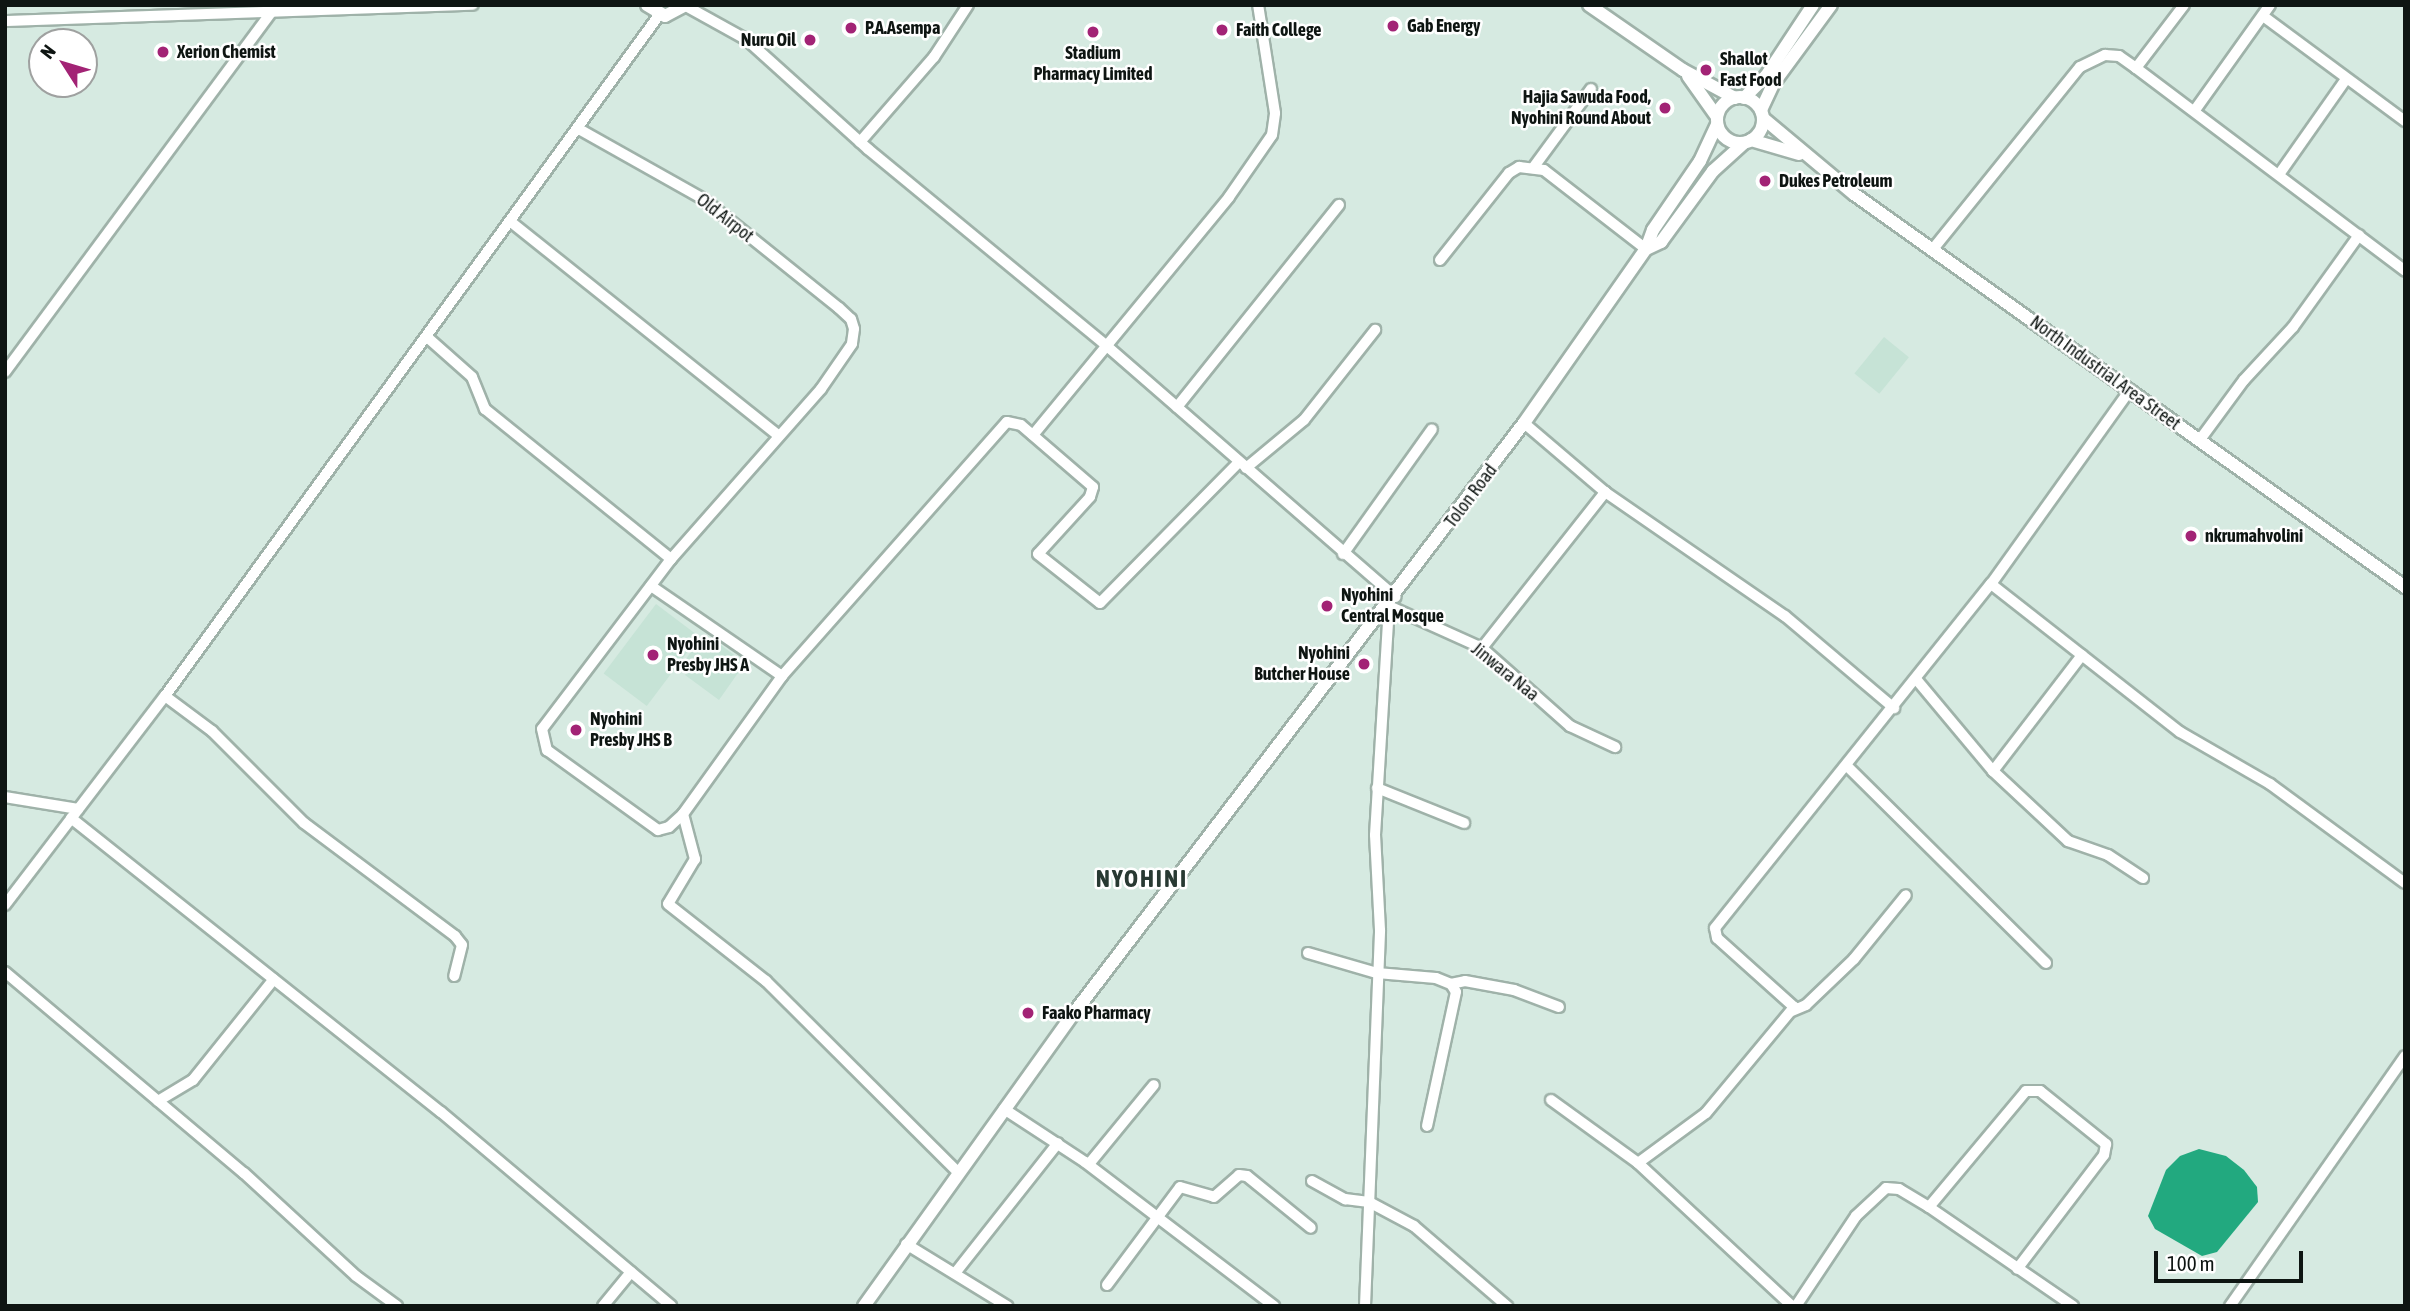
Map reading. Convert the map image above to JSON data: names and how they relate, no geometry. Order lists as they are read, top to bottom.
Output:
{
  "streets": {
    "main road": ["North Industrial Area Street", "Tolon Road"],
    "street": ["Old Airpot", "Jinwara Naa"]
  },
  "crossings": [
    ["Tolon Road", "Jinwara Naa"]
  ],
  "districts": ["NYOHINI"],
  "places": [
    "Gab Energy",
    "P.A.Asempa",
    "Faith College",
    "Stadium Pharmacy Limited",
    "Nuru Oil",
    "Xerion Chemist",
    "Shallot Fast Food",
    "Hajia Sawuda Food, Nyohini Round About",
    "Dukes Petroleum",
    "nkrumahvolini",
    "Nyohini Central Mosque",
    "Nyohini Presby JHS A",
    "Nyohini Butcher House",
    "Nyohini Presby JHS B",
    "Faako Pharmacy"
  ],
  "scale_bar": "100 m",
  "north": "top left"
}
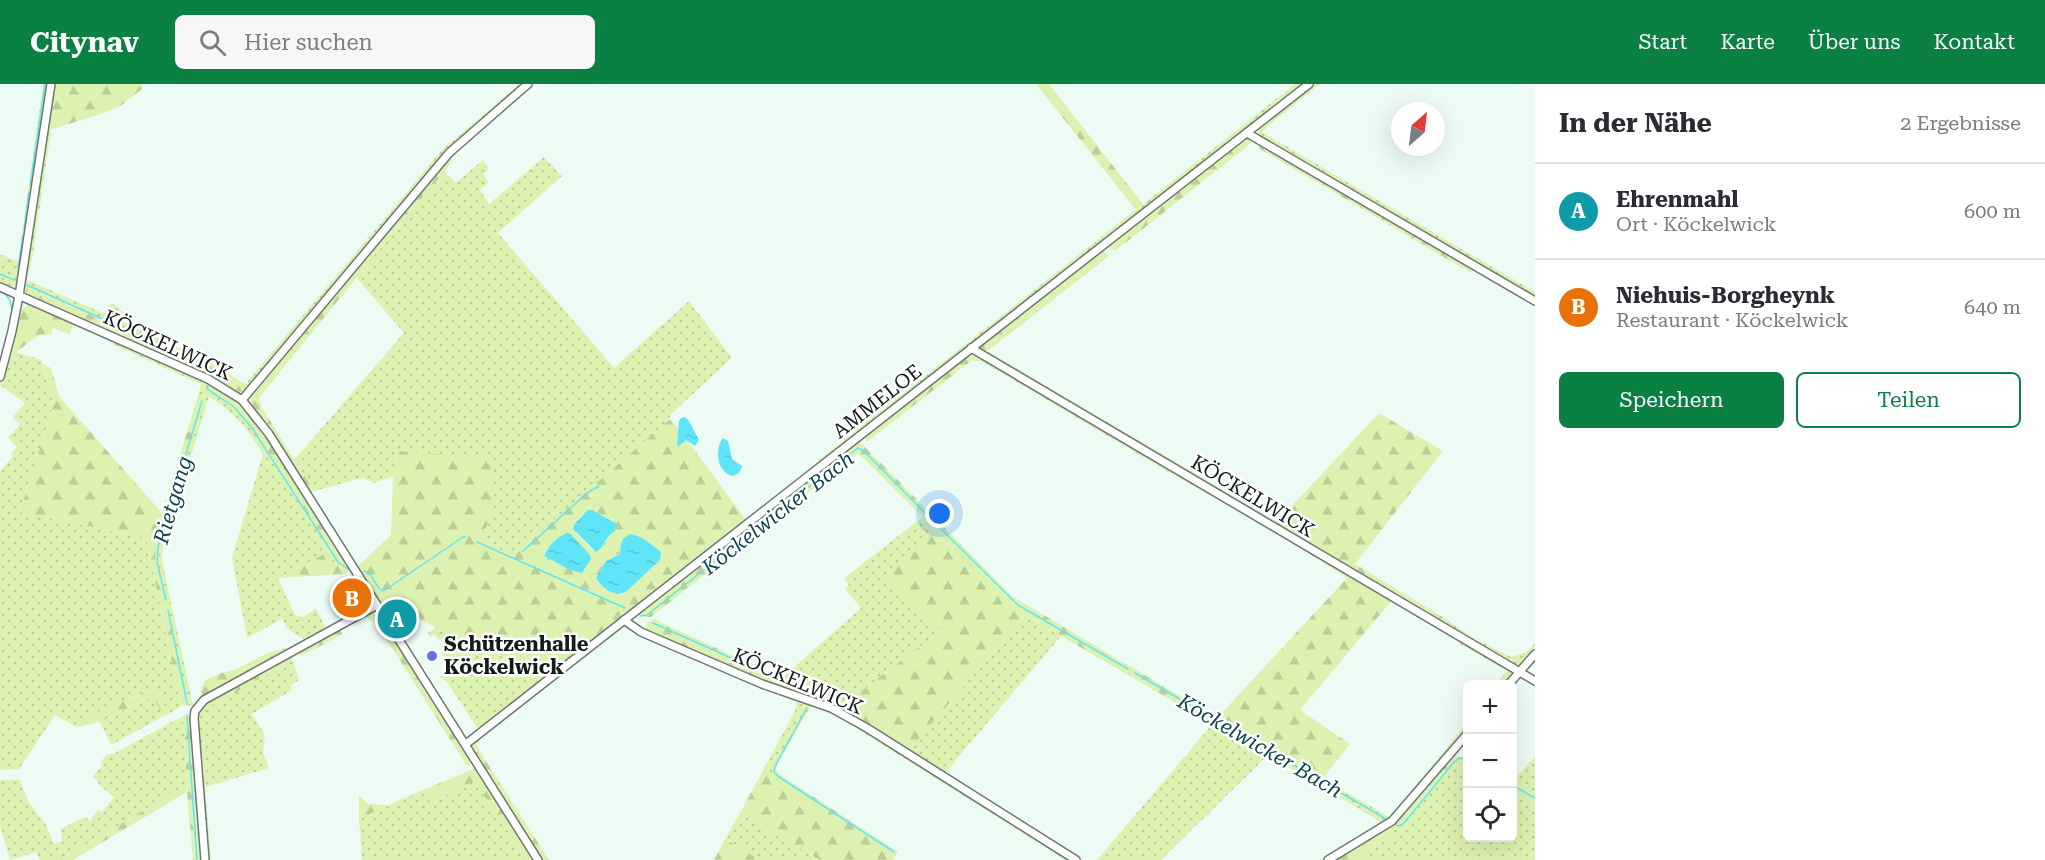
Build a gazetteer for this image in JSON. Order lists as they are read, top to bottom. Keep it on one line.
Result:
{"streets":{"street":["KÖCKELWICK","AMMELOE"]},"crossings":[["KÖCKELWICK","AMMELOE"]],"water":["Rietgang","Köckelwicker Bach"],"places":["Schützenhalle Köckelwick"],"north":"top right","page":{"header":"Citynav","search":"Hier suchen","nav":["Start","Karte","Über uns","Kontakt"],"heading":["In der Nähe","2 Ergebnisse"],"list":[{"mark":"A","name":"Ehrenmahl","note":"Ort · Köckelwick","value":"600 m"},{"mark":"B","name":"Niehuis-Borgheynk","note":"Restaurant · Köckelwick","value":"640 m"}],"buttons":["Speichern","Teilen"],"pins":["B","A"],"map_buttons":["+","−"]}}
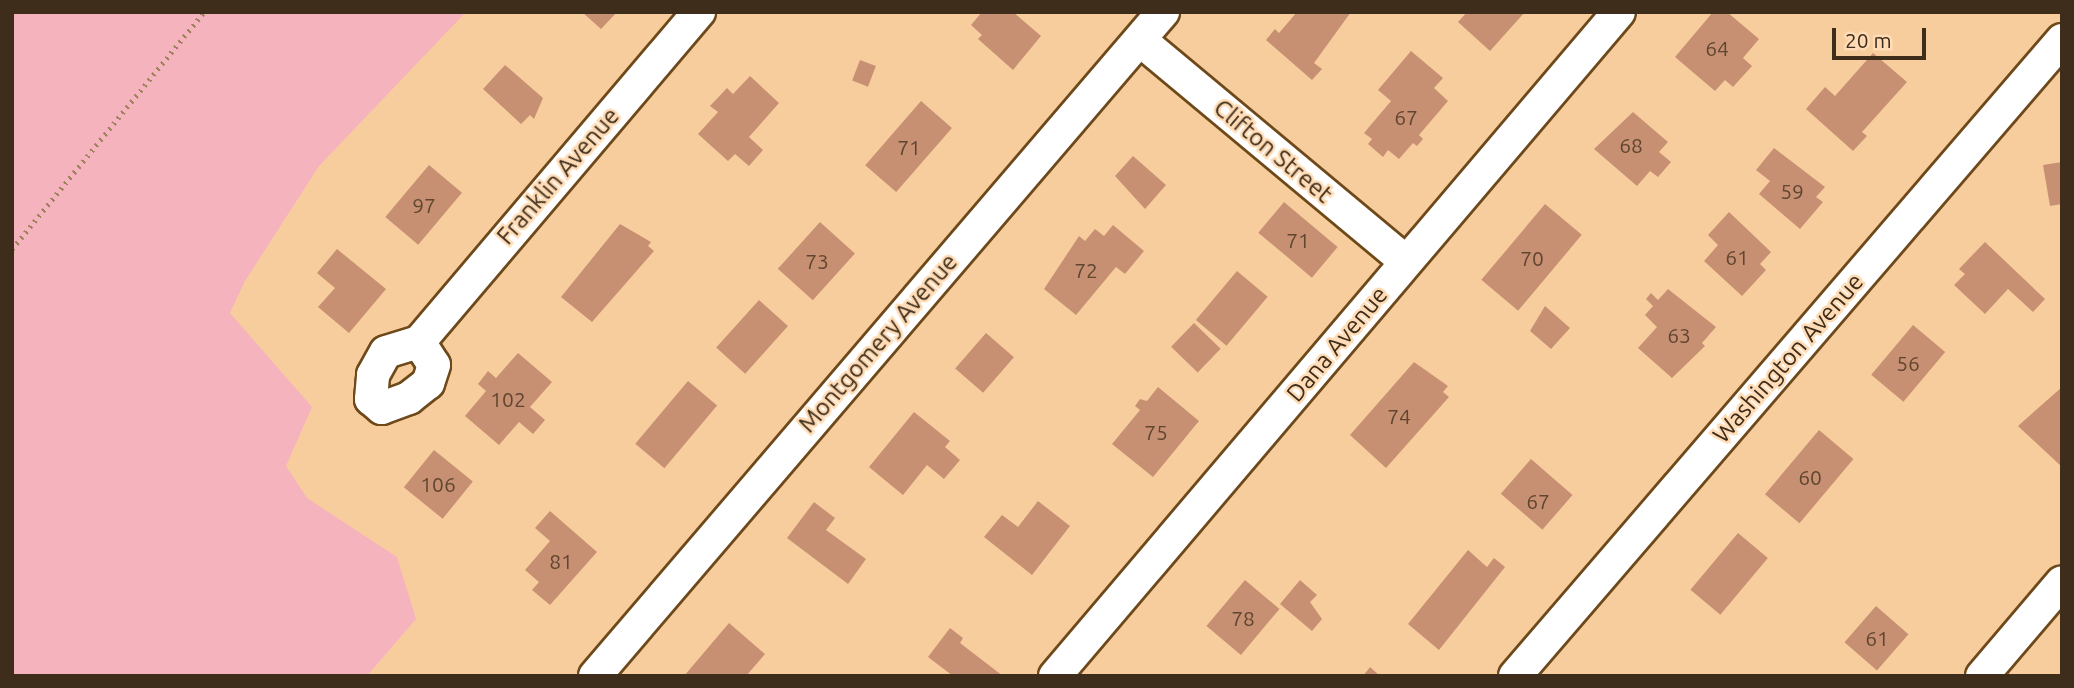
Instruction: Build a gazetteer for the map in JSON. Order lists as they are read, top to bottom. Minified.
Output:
{"streets":{"street":["Clifton Street","Franklin Avenue","Montgomery Avenue","Dana Avenue","Washington Avenue"]},"crossings":[["Clifton Street","Montgomery Avenue"],["Clifton Street","Dana Avenue"]],"house_numbers":["64","67","68","71","59","97","71","61","70","73","72","63","56","102","74","75","60","106","67","81","78","61"],"scale_bar":"20 m"}
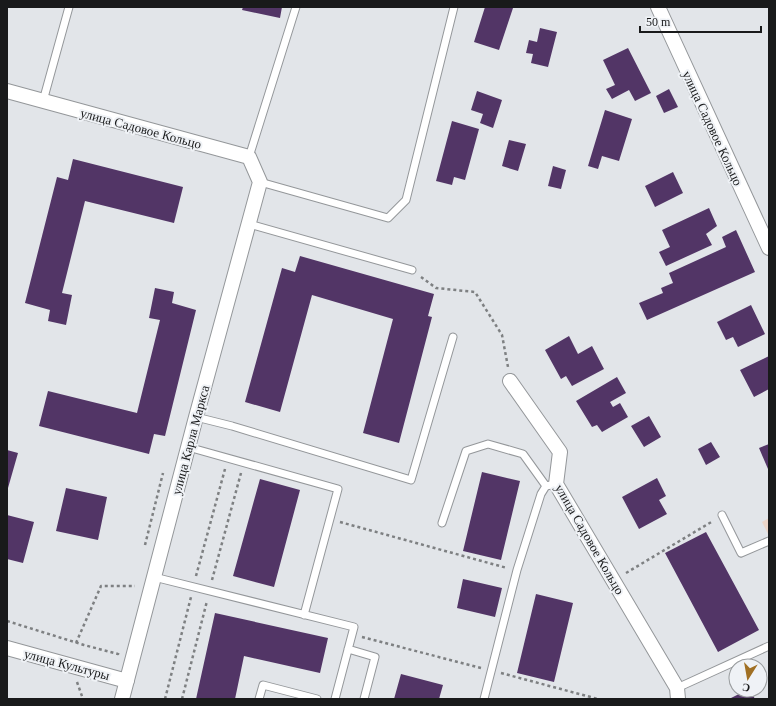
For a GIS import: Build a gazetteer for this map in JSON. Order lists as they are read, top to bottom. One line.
{"streets":{"street":["улица Садовое Кольцо","улица Карла Маркса","улица Культуры"]},"crossings":[["улица Карла Маркса","улица Культуры"]],"scale_bar":"50 m","north":"bottom"}
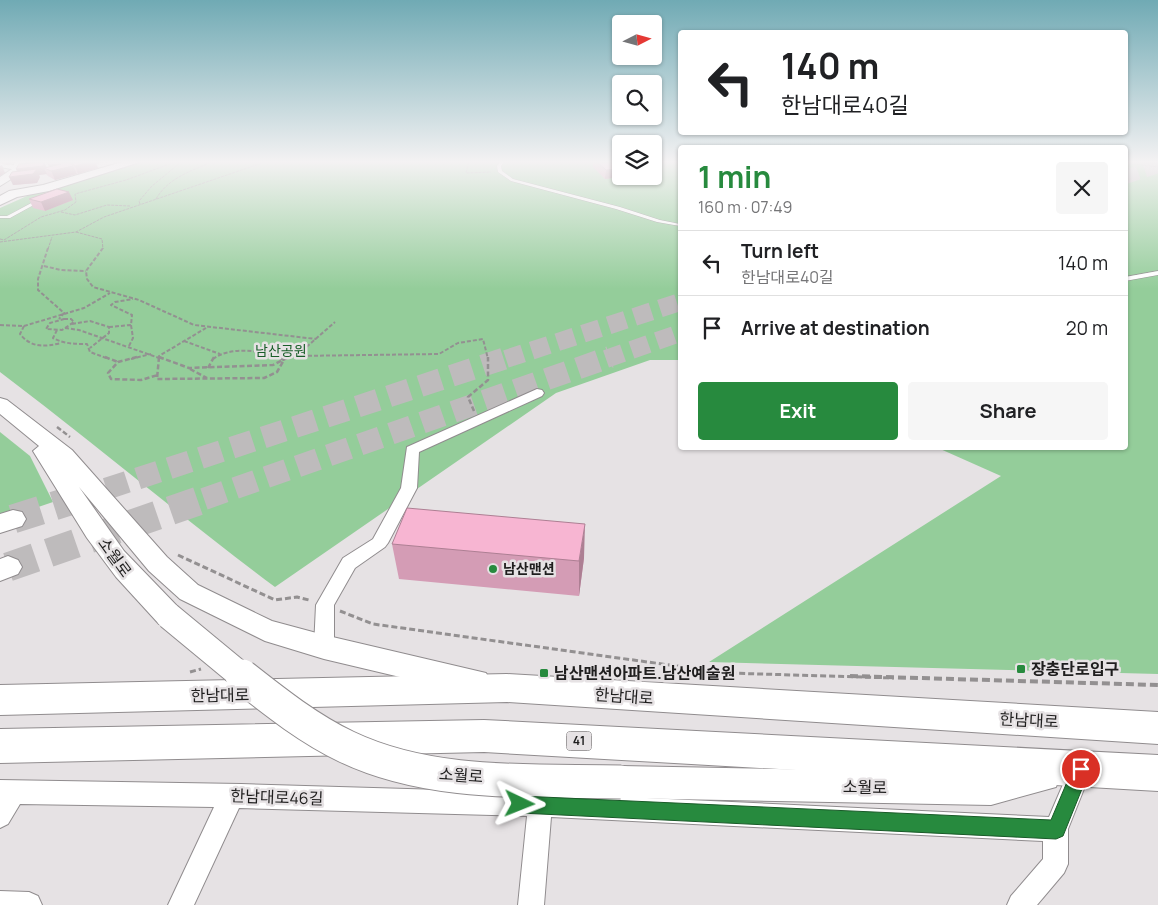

○ ○ ○

[Action item]
Scan the material above. Copy each line where "image" occurs.

[Exercise response]
Map reading. Convert the map image above to JSON data: names and how they relate, no geometry. Order lists as they are read, top to bottom.
Build a gazetteer for this image in JSON. Order lists as they are read, top to bottom. Keep it on one line.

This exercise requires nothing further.